Airlines slowly improve

Southwest Airlines remained profitable while Continental Airlines posted a narrower loss in the first quarter, further signs Thursday of slow improvement in the aviation industry.

The nation’s carriers, however, still face problems including high fuel prices and price wars before they can return to the steady profits that they earned through 2000.

Continental chief executive Gordon Bethune said the “outrageously high cost of fuel” remained an obstacle to profits, and he predicted that some carriers were likely to fail or be absorbed by others.

Boeing

Wichita wins 7E7 work

Boeing Co.’s plant in Wichita won additional work Thursday on the company’s next generation commercial airliner, but not nearly as much as its employees had hoped.

Boeing said its Wichita plant would build the engine pylons for the 7E7 Dreamliner, in addition to the aircraft’s forward fuselage and flight deck. That work was given to the plant last year.

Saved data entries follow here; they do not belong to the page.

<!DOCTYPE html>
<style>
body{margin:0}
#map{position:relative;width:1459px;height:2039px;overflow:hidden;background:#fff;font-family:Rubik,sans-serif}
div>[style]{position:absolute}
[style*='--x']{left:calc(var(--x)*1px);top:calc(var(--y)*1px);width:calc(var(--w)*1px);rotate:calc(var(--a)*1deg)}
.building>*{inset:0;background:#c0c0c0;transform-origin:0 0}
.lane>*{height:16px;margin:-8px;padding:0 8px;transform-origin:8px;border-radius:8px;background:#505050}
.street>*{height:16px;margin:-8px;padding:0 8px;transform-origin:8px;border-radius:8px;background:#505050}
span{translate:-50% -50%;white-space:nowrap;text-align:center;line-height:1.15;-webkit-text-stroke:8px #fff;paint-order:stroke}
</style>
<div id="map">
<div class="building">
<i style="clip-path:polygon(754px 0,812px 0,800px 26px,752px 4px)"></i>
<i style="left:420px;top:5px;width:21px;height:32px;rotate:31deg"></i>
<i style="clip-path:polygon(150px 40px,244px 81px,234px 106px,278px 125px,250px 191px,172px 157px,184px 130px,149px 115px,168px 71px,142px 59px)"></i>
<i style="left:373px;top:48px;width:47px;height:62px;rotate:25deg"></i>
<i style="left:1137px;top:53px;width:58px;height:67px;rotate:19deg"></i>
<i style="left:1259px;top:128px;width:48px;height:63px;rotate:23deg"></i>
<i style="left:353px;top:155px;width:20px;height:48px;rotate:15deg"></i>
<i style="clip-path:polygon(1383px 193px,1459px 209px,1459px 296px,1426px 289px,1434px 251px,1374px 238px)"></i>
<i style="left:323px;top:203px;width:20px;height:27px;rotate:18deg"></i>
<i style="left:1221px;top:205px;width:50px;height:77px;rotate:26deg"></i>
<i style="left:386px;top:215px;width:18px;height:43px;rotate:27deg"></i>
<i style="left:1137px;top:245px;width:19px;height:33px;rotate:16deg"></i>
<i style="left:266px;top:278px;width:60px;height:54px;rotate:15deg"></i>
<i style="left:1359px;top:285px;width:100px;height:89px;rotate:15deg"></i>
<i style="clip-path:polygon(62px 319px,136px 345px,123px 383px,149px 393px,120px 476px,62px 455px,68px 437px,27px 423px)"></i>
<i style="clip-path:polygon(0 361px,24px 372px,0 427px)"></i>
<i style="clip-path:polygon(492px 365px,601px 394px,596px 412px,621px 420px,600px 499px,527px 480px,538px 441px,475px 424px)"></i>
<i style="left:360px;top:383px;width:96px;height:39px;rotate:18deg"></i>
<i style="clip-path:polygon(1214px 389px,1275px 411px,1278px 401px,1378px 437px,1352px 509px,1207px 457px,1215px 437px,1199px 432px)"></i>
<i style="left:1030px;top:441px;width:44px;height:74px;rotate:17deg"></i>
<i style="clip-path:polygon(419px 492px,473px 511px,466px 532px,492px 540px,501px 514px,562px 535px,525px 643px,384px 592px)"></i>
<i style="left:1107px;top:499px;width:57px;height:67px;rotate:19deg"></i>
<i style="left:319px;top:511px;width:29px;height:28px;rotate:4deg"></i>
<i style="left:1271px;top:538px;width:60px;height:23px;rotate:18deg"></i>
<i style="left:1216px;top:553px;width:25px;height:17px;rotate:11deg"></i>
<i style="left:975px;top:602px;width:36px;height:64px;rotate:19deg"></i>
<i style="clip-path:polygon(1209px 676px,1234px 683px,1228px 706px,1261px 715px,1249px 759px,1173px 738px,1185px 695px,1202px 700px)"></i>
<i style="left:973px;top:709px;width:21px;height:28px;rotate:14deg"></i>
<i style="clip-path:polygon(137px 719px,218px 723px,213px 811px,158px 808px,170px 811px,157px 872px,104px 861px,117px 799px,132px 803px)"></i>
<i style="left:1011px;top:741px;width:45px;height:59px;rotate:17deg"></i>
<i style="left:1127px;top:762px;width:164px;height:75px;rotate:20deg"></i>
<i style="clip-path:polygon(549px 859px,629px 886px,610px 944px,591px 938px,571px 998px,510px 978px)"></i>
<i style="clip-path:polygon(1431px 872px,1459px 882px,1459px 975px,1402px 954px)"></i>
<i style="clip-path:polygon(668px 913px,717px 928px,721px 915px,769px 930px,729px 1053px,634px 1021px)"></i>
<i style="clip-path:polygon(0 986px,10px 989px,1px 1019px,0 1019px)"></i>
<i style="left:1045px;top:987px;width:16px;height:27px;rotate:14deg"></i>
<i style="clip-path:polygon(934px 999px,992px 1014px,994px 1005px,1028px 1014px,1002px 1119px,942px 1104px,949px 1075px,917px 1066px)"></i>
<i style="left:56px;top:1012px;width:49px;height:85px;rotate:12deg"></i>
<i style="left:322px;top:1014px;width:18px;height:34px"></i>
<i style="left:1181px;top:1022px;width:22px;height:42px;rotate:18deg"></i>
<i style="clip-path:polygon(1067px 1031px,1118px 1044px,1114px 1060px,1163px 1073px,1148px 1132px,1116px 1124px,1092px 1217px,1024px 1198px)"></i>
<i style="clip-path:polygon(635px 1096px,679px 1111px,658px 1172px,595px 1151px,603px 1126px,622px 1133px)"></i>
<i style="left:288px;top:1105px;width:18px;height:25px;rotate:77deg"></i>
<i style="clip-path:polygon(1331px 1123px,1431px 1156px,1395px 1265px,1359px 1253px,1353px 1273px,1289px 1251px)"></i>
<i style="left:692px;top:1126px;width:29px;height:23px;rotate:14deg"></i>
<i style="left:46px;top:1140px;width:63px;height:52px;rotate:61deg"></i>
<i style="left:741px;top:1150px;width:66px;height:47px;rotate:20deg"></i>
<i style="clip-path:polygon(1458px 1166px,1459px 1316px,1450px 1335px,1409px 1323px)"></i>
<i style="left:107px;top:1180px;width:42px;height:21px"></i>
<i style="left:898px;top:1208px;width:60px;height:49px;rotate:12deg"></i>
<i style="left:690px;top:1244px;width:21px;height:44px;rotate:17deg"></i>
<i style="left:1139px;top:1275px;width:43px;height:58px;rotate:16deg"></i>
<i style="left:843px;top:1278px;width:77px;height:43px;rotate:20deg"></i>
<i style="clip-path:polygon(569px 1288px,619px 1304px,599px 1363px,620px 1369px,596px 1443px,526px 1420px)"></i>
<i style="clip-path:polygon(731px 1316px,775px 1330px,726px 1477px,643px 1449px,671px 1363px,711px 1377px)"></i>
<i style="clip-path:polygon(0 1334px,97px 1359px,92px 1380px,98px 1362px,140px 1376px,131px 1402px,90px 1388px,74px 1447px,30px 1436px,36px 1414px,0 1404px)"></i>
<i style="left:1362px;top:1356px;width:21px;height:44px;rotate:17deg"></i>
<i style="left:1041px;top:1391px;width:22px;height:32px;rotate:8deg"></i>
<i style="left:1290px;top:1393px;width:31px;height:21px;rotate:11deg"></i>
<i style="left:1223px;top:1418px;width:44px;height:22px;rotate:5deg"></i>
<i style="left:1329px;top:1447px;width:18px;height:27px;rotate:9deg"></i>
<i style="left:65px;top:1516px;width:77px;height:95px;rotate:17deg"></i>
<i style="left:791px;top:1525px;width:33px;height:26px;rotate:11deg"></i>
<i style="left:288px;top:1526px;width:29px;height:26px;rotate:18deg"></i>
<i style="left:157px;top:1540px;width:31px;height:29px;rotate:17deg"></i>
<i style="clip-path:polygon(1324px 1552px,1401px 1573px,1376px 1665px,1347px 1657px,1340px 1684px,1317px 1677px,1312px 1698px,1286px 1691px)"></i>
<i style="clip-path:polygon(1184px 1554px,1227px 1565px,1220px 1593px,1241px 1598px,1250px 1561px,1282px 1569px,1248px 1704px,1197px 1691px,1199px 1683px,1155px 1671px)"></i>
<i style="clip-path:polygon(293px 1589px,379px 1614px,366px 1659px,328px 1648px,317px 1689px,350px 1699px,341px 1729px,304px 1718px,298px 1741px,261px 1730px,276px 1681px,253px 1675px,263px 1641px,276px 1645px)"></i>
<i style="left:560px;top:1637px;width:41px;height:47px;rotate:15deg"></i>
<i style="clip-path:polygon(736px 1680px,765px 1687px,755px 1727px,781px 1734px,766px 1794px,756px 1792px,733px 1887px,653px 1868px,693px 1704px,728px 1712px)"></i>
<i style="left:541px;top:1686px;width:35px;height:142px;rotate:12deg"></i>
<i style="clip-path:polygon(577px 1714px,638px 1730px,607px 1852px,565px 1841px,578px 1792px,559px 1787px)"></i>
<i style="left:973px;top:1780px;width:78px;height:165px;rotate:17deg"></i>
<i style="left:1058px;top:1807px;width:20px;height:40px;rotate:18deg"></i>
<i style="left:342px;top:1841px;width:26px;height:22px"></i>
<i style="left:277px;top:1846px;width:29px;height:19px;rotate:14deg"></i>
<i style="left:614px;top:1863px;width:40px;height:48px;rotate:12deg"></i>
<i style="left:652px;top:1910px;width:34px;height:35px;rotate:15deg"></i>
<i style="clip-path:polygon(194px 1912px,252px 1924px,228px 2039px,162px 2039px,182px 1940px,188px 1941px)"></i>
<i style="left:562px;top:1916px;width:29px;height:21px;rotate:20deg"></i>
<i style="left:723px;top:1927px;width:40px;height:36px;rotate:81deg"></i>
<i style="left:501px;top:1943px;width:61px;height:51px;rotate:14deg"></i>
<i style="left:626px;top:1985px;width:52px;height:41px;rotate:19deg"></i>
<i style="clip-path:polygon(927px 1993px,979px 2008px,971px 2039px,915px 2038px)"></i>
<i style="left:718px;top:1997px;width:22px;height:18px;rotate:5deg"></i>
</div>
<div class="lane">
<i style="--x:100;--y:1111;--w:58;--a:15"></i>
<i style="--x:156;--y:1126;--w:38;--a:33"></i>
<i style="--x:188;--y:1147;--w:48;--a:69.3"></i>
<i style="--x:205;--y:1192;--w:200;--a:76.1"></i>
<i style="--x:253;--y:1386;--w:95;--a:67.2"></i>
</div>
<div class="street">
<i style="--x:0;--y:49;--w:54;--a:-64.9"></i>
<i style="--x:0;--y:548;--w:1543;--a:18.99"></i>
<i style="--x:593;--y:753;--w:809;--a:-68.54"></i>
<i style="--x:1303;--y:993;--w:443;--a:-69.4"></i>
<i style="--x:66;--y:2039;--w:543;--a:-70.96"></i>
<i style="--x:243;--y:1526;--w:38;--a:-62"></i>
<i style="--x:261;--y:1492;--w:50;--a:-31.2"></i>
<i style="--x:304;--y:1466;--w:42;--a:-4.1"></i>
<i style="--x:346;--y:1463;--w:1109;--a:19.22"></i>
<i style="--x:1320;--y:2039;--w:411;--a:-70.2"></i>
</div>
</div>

Despite the good news, the Wichita plant lost Thursday its bid to build the plane’s nacelles, or engine coverings, to Goodrich Corp.’s aerostructures business in Chula Vista, Calif.

Boeing officials said it wasn’t yet known how many jobs the new work would mean to the plant.

Manufacturing

K.C. company rejects bid

Butler Manufacturing Co. said Thursday it wouldn’t accept a Chicago-based corporation’s unsolicited proposal to buy the company.

Kansas City, Mo.-based Butler said, in a news release, that after consulting financial advisers and outside legal council its board of directors believed the offer from Robertson-Ceco Corp. left many questions unanswered and was “too vague and uncertain.”

Robertson-Ceco announced Wednesday that it had offered Butler $23 a share offer and also proposed refinancing Butler’s debt. Butler has preliminary deal to sell to BlueScope Steel Ltd. of Melbourne, Australia, for $22.50 a share and assumption of debt.